Welcome to the world of Bunny, a family of lightweight yet powerful multimodal models perfect for a variety of applications! In this guide, we’ll walk you through the quick start process to using Bunny, how to implement it in your projects, and troubleshoot any potential issues you may encounter along the way.
What is Bunny?
Bunny’s architecture features an array of vision encoders and language backbones, enabling it to efficiently process multimodal inputs.
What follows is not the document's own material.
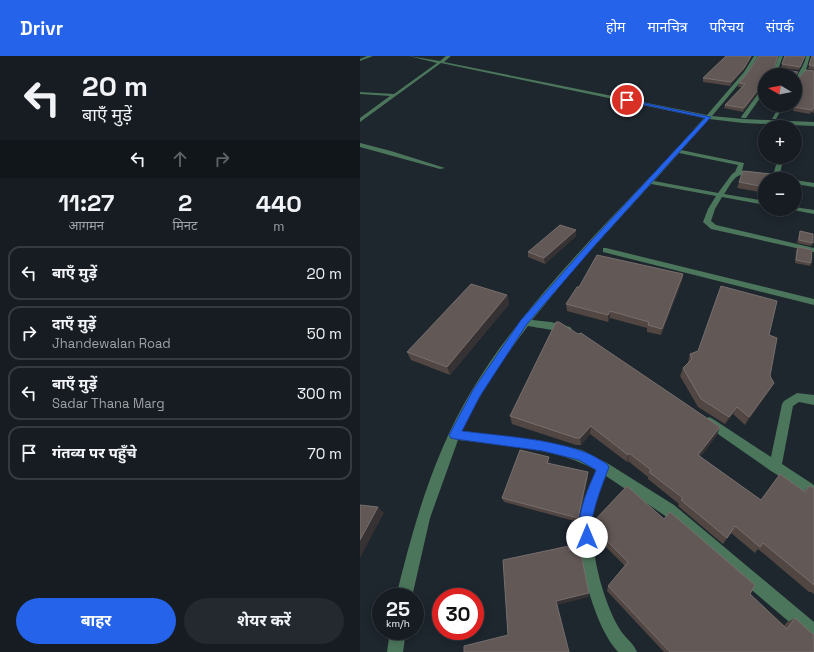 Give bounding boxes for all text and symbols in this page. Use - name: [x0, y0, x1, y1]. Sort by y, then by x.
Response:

This model is particularly impressive due to its ability to outperform larger models while maintaining a relatively smaller footprint. Depending on your needs, you can leverage various components like EVA-CLIP, SigLIP, Phi-1.5, and more.
Quickstart Guide
Let’s get you set up with Bunny! To start, you need to ensure you have the necessary dependencies installed.
Step 1: Installation
pip install torch transformers accelerate pillow
Step 2: Import Libraries
Now, let’s import the required libraries in your Python script:
import torch
import transformers
from transformers import AutoModelForCausalLM, AutoTokenizer
from PIL import Image
import warnings
Step 3: Set Device
You can choose to run the model on CPU or GPU. Here’s how to set it:
torch.set_default_device('cpu') # or 'cuda'
Step 4: Create Model
Next, instantiate your Bunny model:
model = AutoModelForCausalLM.from_pretrained(
"BAAI/Bunny-v1_0-3B",
torch_dtype=torch.float16,
device_map="auto",
trust_remote_code=True)
tokenizer = AutoTokenizer.from_pretrained(
"BAAI/Bunny-v1_0-3B",
trust_remote_code=True)
Step 5: Prepare Input
All set! Now, let’s prepare your text prompt and image input:
prompt = "Why is the image funny?"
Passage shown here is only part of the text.